Sunday, January 8th, 2012

Forever, Erma: Best-Loved Writing from America's Favorite HumoristForever, Erma: Best-Loved Writing from America’s Favorite Humorist by Erma Bombeck
My rating: 5 of 5 stars

One of my favorite humorists of all time, Erma Bombeck ruled the newspaper pages, inspiring and amusing readers with her entertaining observations about the nature of motherhood. “Forever, Erma” was a labor of love: a posthumous collection featuring the most loved Bombeck columns, as well as a smattering of lesser known pieces and a chapter of tributes from colleagues, friends and family. For those unfamiliar with Bombeck’s work, it’s a good introduction. For those, like myself, who have loved her work for years, the book is both a delight and a revelation.

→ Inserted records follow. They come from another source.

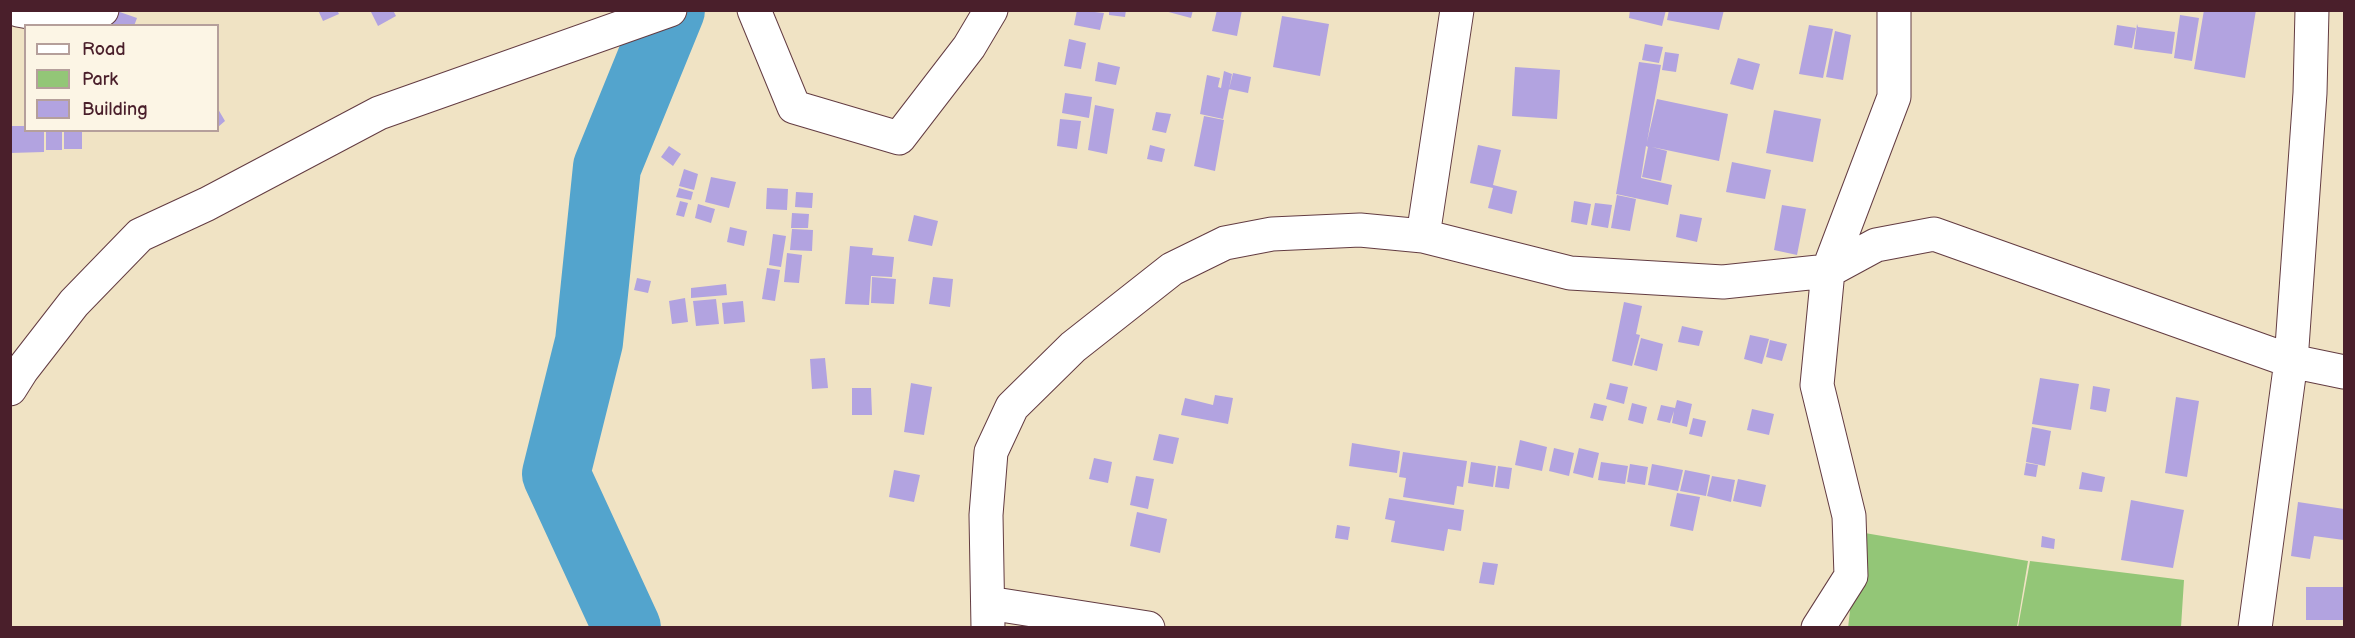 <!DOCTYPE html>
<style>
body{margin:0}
#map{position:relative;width:2355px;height:638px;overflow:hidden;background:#f0e3c4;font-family:"Balsamiq Sans",sans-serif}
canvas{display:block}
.frame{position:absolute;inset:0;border:12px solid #4a1f2b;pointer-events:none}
.legend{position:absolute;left:24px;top:24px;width:195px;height:108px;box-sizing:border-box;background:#fcf5e5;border:2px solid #b59f9b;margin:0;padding:8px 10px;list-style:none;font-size:18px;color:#4a1f2b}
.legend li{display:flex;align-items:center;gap:12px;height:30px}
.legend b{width:30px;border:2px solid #b59f9b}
</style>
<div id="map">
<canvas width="2355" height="638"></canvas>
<div class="frame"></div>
<ul class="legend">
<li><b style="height:8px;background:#fff"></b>Road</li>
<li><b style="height:16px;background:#93c677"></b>Park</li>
<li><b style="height:16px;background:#b2a3e0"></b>Building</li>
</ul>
</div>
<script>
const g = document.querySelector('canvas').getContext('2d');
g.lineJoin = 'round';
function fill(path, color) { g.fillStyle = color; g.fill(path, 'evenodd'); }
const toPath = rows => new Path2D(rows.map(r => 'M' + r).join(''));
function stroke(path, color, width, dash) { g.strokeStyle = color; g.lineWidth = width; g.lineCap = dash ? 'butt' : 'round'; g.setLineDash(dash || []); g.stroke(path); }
const green = toPath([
 [1859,532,2028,561,2017,627,1848,628],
 [2030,561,2184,580,2181,627,2018,627]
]);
const river = toPath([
 [627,628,556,474,589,342,607,167,671,10]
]);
const building = toPath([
 [114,10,137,18,134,26,109,26],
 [318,10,337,10,339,14,323,21],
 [370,10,393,10,396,16,378,26],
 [1077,10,1104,13,1100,30,1074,25],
 [1109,10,1126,10,1125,17,1109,15],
 [1161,10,1193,10,1191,18],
 [1217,10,1242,10,1237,36,1212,31],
 [1630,10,1666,10,1662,26,1629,18],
 [1669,10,1724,10,1719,30,1667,20],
 [2204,10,2256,10,2245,78,2194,69],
 [2180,15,2199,18,2192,61,2174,58],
 [1282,16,1329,24,1320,76,1273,67],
 [2137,24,2138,27,2175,32,2172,54,2134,49],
 [1809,25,1833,29,1823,78,1799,74],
 [2117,25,2136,28,2132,48,2114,45],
 [1835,31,1851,35,1843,80,1826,77],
 [1069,39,1086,43,1081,69,1064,66],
 [1645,44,1663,47,1659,63,1642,60],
 [1665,52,1679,54,1676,72,1662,70],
 [1738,58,1760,64,1753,90,1730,84],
 [1098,62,1120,67,1116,85,1095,81],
 [1639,62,1661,65,1647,142,1657,99,1728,114,1719,161,1652,147,1667,151,1661,181,1642,177,1648,147,1646,146,1641,178,1672,185,1668,205,1616,194],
 [1515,67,1560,70,1557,119,1512,116],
 [1224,71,1232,74,1223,119,1200,114,1207,75,1220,78,1218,87,1221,88],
 [1233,73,1251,77,1248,93,1229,89],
 [1065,93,1092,97,1089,118,1062,113],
 [1095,105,1114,109,1107,154,1088,150],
 [218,109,225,121,218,127],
 [1774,110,1821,119,1813,162,1766,153],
 [1156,112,1171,114,1166,133,1152,130],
 [1204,116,1224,120,1215,171,1194,166],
 [1060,119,1081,121,1077,149,1057,146],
 [10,126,26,126,26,130,44,130,44,152,10,153],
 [64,130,82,130,82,149,64,149],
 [46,132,62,132,62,150,46,150],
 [1150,145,1165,149,1162,162,1147,159],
 [1478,145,1501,150,1493,185,1517,191,1512,214,1488,208,1493,188,1470,183],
 [669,146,681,154,673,166,661,157],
 [1732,162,1771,170,1765,199,1726,192],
 [684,169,698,174,694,190,679,186],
 [711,177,736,182,729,208,705,202],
 [679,188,693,192,691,200,676,197],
 [767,188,788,189,787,210,766,209],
 [796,192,813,193,812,208,795,207],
 [1617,195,1636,199,1630,231,1611,228],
 [680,201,688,203,684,217,676,215],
 [1574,201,1591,204,1587,225,1571,222],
 [1595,203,1612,205,1608,228,1591,225],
 [698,204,715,209,711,223,695,218],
 [1782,205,1806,209,1797,255,1774,250],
 [792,213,809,214,808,228,791,228],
 [1680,214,1702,218,1697,242,1676,237],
 [914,215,938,221,932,246,908,241],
 [730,227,747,231,744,246,727,242],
 [792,229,813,230,812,251,790,250],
 [773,234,786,236,781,267,769,265],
 [850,246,873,248,872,255,894,257,892,277,871,276,869,305,845,304],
 [787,253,802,255,799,283,784,282],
 [767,268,780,270,775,301,762,299],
 [872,277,896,279,894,304,871,303],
 [933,277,953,279,950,307,929,304],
 [637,278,651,281,648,293,634,290],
 [726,284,727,295,691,298,691,288],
 [685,298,688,322,672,324,669,301],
 [716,299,719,324,696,326,693,301],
 [743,301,745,322,724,324,722,303],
 [1624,302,1642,306,1636,334,1640,335,1632,366,1612,361],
 [1682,326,1703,331,1699,346,1678,342],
 [1750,335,1769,339,1762,364,1744,359],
 [1641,338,1663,344,1657,371,1634,365],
 [1770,340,1787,344,1782,361,1766,357],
 [825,358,828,388,812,389,810,359],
 [2040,378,2079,384,2071,430,2032,424],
 [911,383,932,387,924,435,904,432],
 [1610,383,1628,387,1624,404,1606,399],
 [2093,386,2110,389,2106,412,2090,409],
 [852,388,871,388,872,415,852,415],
 [1215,395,1233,398,1228,424,1181,415,1185,398,1213,405],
 [2176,397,2199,401,2187,477,2165,473],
 [1677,400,1692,404,1687,427,1672,423,1674,411,1670,423,1657,420,1661,405,1675,408],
 [1594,403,1607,406,1603,421,1590,418],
 [1632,403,1647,407,1643,424,1628,420],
 [1752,409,1774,414,1769,435,1747,430],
 [1693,418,1706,421,1702,437,1689,434],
 [2032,427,2051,431,2045,466,2026,462],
 [1159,434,1179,438,1173,464,1153,460],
 [1520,440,1547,447,1542,471,1515,465],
 [1352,443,1400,451,1397,473,1349,466],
 [1554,448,1574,453,1569,476,1549,471],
 [1579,448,1599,453,1593,478,1573,473],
 [1403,452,1467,461,1463,487,1457,486,1454,505,1403,497,1406,478,1399,477],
 [1094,458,1112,462,1108,483,1089,479],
 [1471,462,1496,466,1493,487,1468,483],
 [1601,462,1628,466,1625,484,1598,480],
 [2026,463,2038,465,2036,477,2024,475],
 [1630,464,1648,467,1645,485,1627,482],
 [1652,464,1683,470,1678,491,1648,485],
 [1498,466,1512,468,1509,489,1495,487],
 [894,470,920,475,914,502,889,497],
 [1685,470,1710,475,1706,496,1680,491],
 [2082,472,2105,477,2102,492,2079,489],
 [1136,476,1154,479,1148,509,1130,505],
 [1712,476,1735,480,1731,502,1707,496],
 [1738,479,1766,485,1761,507,1733,501],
 [1677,493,1700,497,1693,531,1670,526],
 [1389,498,1464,510,1461,531,1448,529,1444,551,1391,542,1395,521,1385,519],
 [2131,500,2184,510,2173,568,2121,560],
 [2298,502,2344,509,2344,540,2314,536,2310,559,2291,556],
 [1137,512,1167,519,1160,553,1130,546],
 [1337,525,1350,527,1348,540,1335,538],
 [2042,536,2055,539,2054,549,2041,547],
 [1483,562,1498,564,1494,585,1479,583],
 [2306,587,2344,587,2344,620,2306,620]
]);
const street = toPath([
 [18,10,73,20,102,10],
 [754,10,794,107,899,138,969,47,991,10],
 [1423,236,1457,10],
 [10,389,22,370,74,303,140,235,207,204,379,113,670,10],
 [988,603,1148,628],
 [988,628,986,515,991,452,1012,407,1073,347,1172,269,1225,243,1272,234,1360,230,1423,236,1570,273,1723,282,1828,271,1876,245,1934,234,2291,361,2344,372],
 [1818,628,1851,576,1849,516,1817,385,1828,271,1894,97,1894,10],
 [2255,628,2291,361,2310,93,2312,10]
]);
fill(green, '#93c677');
stroke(river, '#53a4cd', 68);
fill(building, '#b2a3e0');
stroke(street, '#633c42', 35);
stroke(street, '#fff', 33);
</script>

Bombeck’s columns elevate the trivial moments of motherhood: mining them for both humor and for meaning. While, on the surface, she may simply be sharing a story about a difficult child, she is also making a then-revolutionary statement: “I’m not a perfect mother or wife, and that’s OK.” She wrote such columns years before comedian Roseanne Barr introduced the idea of a sublimely flawed family; and her columns predated by decades the first by humorist Dave Barry, who explores similar territory from a father’s point of view. Indeed, Bombeck was one of the first to discount such unrealistic role models as TV’s Donna Reed and to air her dirty laundry (both figurative and literal) in print.

Such insights won her legions of fans — mothers and children, wives and husbands — and this book does a good job of illustrating why.